### TRY IT
Where the line containing "background:var(--page); color:var(--text); height:100vh;" appears, end the copy there, keeping that line; start from the first line of the entries, copy exactly, and omit pictures.

─── DATASET ───

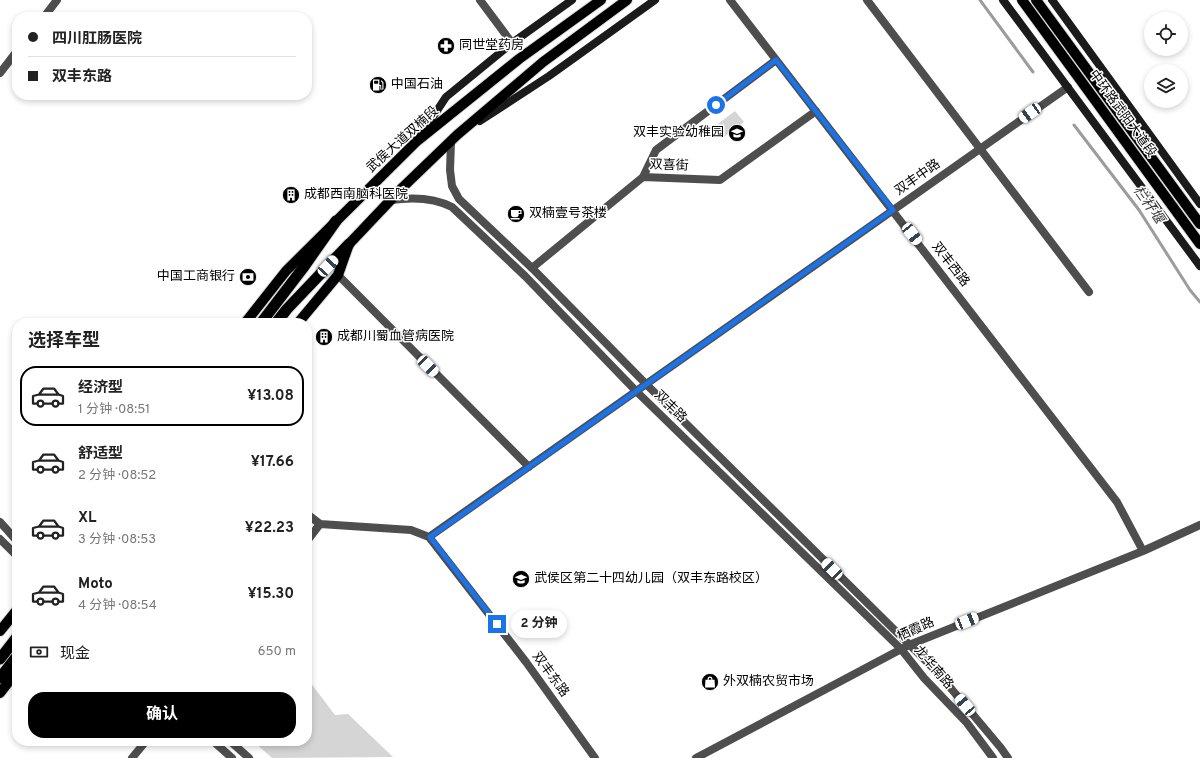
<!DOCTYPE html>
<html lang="zh">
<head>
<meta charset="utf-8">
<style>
	:root { --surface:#fff; --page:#f6f6f6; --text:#222; --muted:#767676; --line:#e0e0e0; --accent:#000 }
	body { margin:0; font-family:Overpass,"Noto Sans SC",sans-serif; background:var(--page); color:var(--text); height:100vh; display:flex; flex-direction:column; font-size:15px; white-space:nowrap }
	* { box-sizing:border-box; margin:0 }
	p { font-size:13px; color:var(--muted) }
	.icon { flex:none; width:22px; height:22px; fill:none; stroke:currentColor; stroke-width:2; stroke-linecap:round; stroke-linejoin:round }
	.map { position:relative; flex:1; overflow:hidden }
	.drawer { position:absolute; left:12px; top:318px; width:300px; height:428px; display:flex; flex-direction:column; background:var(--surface); border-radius:16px; box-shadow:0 2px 6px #0003 }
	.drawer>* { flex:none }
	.hud { position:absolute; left:12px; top:12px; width:300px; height:88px; border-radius:16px; box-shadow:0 2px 6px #0003; display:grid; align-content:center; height:88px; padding:0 16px; background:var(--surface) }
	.controls { position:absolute; left:1144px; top:12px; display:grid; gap:8px }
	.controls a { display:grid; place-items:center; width:44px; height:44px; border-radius:50%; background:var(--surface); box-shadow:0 2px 6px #0003; font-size:20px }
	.end { position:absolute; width:18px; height:18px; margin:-9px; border:5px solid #1a73e8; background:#fff; box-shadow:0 0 0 2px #fff }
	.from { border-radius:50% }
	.bubble { position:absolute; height:28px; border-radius:14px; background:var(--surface); box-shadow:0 2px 6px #0003; font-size:13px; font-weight:700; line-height:28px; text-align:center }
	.car { position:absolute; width:12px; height:24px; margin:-12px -6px; border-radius:5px; box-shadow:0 0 3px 1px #0007; background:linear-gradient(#fff 24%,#345 0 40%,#fff 0 76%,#345 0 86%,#fff 0) }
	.hud b { display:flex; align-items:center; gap:14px; height:38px; font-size:15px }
	.hud b+b { border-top:1px solid var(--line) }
	.hud i { width:10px; height:10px; background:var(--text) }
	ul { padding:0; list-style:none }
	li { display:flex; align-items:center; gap:12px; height:60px; margin:0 8px 6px; padding:0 8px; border:2px solid transparent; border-radius:16px }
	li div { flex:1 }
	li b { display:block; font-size:15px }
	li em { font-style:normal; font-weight:700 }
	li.current { border-color:var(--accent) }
	li>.icon { width:36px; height:36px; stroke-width:1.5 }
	h2 { padding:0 16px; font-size:18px; line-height:48px }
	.pay { display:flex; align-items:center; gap:10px; height:44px; padding:0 16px; font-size:15px }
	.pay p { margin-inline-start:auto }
	.primary-button { display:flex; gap:8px; margin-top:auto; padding:8px 16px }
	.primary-button a { flex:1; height:46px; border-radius:16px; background:var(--accent); color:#fff; font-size:16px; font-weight:700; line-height:46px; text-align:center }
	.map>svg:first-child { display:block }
	.green { fill:#d5d5d5 }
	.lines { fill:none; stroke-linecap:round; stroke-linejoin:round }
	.stream { stroke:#9c9c9c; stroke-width:3 }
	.primary-casing { stroke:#dbdbdb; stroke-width:12 }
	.trunk-casing { stroke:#dbdbdb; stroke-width:13 }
	.minor { stroke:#4e4e4e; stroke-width:8 }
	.tertiary { stroke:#4e4e4e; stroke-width:8 }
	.secondary { stroke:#1b1b1b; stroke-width:8 }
	.primary { stroke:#000; stroke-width:10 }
	.trunk { stroke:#000; stroke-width:11 }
	.route { stroke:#1a73e8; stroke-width:5 }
	.labels { text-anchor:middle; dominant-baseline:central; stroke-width:3; stroke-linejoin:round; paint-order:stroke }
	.poi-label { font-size:13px; fill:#000; stroke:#fff; text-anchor:start }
	.street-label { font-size:13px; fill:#000; stroke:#fff }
	.water-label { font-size:14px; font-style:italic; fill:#3d3d3d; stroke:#fff }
</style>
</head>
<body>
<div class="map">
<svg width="1200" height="758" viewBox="0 0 1200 758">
	<rect width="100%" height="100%" fill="#fff"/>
	<path class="green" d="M735,111L744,122L724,137L715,126Z
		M307,678L335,715L348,714L393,757L272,758L253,741H307Z"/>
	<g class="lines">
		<path class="stream" d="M980,0L1033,72
			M1074,125L1139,210L1190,290L1200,302"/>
		<defs>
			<path id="primary" d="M1022,0L1200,244
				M1036,0L1200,224
				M245,323L286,271L417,141L519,59L601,0
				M298,323L338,275L349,244L403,187L457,135L543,62L627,0
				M0,631L17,610
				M0,693L17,671"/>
			<path id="trunk" d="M261,323L303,268L336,221
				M276,323L287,309L349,244
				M0,659L17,637
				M0,678L17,656"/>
		</defs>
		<use href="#primary" class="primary-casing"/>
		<use href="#trunk" class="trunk-casing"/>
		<path class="minor" d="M480,0L512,43
			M730,0L1117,502L1143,551
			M867,0L1089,292
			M643,177L656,150L776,60
			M532,268L643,177L720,180L816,111
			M338,275L529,467
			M307,514L320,524L411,530L429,537L526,662L595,758
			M429,537L1068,87
			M307,541L320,524
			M132,758L146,741
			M696,758L909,645L1143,551L1200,525"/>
		<path class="tertiary" d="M44,17L57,0
			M0,73L17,51
			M451,142L450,170L452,186L459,199L532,268L646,384L938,673L1001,748L1008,758
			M391,200C412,197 433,197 452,207L525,276L636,391L901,649L924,678L967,723L993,758
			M0,522L17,541
			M0,539L17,556
			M213,741L232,758
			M230,741L249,758"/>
		<path class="secondary" d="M1003,0L1200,266
			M1052,0L1200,204
			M480,121L549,76L655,0
			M421,135L446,97L512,43L572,0"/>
		<use href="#primary" class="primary"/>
		<use href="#trunk" class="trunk"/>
	</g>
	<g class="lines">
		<path class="route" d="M497,624L430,537L893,210L776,60L716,105"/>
	</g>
	<defs>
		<symbol id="pharmacy-disc" viewBox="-11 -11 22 22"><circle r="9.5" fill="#000" stroke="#fff"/><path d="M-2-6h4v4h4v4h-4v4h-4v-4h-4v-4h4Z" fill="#fff"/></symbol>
		<symbol id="fuel-disc" viewBox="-11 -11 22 22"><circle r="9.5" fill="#000" stroke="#fff"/><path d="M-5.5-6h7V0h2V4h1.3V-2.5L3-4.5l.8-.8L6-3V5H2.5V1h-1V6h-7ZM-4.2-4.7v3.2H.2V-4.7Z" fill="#fff"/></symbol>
		<symbol id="school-disc" viewBox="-11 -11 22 22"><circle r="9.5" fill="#000" stroke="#fff"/><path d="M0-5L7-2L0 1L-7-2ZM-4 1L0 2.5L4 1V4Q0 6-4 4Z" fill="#fff"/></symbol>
		<symbol id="building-disc" viewBox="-11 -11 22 22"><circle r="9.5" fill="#000" stroke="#fff"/><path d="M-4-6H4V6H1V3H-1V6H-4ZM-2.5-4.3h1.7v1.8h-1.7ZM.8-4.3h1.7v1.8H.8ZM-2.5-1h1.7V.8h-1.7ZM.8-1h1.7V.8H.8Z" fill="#fff"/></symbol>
		<symbol id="cafe-disc" viewBox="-11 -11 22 22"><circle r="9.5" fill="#000" stroke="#fff"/><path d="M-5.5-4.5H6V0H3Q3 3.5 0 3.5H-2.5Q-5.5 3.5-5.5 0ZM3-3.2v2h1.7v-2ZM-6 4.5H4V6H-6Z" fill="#fff"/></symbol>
		<symbol id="bank-disc" viewBox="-11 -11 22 22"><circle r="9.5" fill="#000" stroke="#fff"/><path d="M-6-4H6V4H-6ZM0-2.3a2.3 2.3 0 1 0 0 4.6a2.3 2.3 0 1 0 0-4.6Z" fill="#fff"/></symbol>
		<symbol id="shop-disc" viewBox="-11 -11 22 22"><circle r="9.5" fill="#000" stroke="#fff"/><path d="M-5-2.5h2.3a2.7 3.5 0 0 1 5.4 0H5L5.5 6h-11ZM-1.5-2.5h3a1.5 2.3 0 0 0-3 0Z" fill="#fff"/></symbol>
	</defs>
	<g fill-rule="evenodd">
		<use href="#pharmacy-disc" x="436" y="36" width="20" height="20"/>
		<use href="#fuel-disc" x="368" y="75" width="20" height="20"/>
		<use href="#school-disc" x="727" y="123" width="20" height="20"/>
		<use href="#building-disc" x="281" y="185" width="20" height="20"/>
		<use href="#cafe-disc" x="506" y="204" width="20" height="20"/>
		<use href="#bank-disc" x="238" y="267" width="20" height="20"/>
		<use href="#building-disc" x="314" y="327" width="20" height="20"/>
		<use href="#school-disc" x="511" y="569" width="20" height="20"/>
		<use href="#shop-disc" x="700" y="672" width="20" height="20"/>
	</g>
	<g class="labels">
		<g class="poi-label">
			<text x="459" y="46">同世堂药房</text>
			<text x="391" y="85">中国石油</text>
			<text x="724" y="133" text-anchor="end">双丰实验幼稚园</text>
			<text x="304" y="195">成都西南脑科医院</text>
			<text x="529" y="214">双楠壹号茶楼</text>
			<text x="235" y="277" text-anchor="end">中国工商银行</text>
			<text x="337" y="337">成都川蜀血管病医院</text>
			<text x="534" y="579">武侯区第二十四幼儿园（双丰东路校区）</text>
			<text x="723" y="682">外双楠农贸市场</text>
		</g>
		<g class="street-label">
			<text transform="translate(1122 114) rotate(54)">中环路武阳大道段</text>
			<text transform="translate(403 140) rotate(-42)">武侯大道双楠段</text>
			<text transform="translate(669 166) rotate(2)">双喜街</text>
			<text transform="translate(918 178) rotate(-35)">双丰中路</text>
			<text transform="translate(950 265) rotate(52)">双丰西路</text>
			<text transform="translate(670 407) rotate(44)">双丰路</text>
			<text transform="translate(916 630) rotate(-24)">栖霞路</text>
			<text transform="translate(933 668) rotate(49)">龙华南路</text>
			<text transform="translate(550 675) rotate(54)">双丰东路</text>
		</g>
		<g class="water-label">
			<text transform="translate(1148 205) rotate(55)">栏杆堰</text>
		</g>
	</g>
</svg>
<div class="controls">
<a><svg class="icon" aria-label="locate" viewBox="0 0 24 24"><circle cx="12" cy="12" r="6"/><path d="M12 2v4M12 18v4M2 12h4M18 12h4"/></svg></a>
<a><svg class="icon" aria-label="layers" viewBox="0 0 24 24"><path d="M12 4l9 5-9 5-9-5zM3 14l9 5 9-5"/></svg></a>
</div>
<i class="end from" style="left:716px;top:105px"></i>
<i class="end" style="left:497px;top:624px"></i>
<div class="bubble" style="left:511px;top:610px;width:56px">2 分钟</div>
<i class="car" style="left:1030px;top:113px;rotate:235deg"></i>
<i class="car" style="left:912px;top:234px;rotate:142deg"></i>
<i class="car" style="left:328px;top:266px;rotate:43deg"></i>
<i class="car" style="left:428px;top:366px;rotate:135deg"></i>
<i class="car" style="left:832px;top:569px;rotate:315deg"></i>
<i class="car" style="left:967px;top:621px;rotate:68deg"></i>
<i class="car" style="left:965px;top:705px;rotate:320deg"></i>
<div class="hud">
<b><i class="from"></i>四川肛肠医院</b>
<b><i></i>双丰东路</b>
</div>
<section class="drawer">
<h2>选择车型</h2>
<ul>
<li class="current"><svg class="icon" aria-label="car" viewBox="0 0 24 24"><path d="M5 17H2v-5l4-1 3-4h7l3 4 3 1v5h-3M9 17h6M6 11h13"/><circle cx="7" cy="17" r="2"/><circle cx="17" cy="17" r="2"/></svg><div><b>经济型</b><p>1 分钟 · 08:51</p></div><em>¥13.08</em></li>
<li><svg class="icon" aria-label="car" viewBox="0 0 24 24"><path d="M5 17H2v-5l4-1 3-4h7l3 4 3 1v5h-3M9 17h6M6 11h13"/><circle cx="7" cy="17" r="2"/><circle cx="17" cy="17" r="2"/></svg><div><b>舒适型</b><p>2 分钟 · 08:52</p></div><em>¥17.66</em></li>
<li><svg class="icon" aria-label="car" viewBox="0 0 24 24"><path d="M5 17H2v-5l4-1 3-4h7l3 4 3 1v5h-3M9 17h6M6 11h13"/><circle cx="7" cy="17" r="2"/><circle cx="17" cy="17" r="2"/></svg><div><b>XL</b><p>3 分钟 · 08:53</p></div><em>¥22.23</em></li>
<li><svg class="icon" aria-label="car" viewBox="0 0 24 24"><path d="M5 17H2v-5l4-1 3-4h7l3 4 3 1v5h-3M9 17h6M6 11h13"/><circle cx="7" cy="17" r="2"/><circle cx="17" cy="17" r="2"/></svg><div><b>Moto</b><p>4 分钟 · 08:54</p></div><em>¥15.30</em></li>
</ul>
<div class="pay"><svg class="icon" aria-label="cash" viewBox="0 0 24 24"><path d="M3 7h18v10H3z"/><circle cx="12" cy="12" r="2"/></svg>现金<p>650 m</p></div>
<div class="primary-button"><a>确认</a></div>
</section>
</div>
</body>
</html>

───

### SOLUTION
<!DOCTYPE html>
<html lang="zh">
<head>
<meta charset="utf-8">
<style>
	:root { --surface:#fff; --page:#f6f6f6; --text:#222; --muted:#767676; --line:#e0e0e0; --accent:#000 }
	body { margin:0; font-family:Overpass,"Noto Sans SC",sans-serif; background:var(--page); color:var(--text); height:100vh; display:flex; flex-direction:column; font-size:15px; white-space:nowrap }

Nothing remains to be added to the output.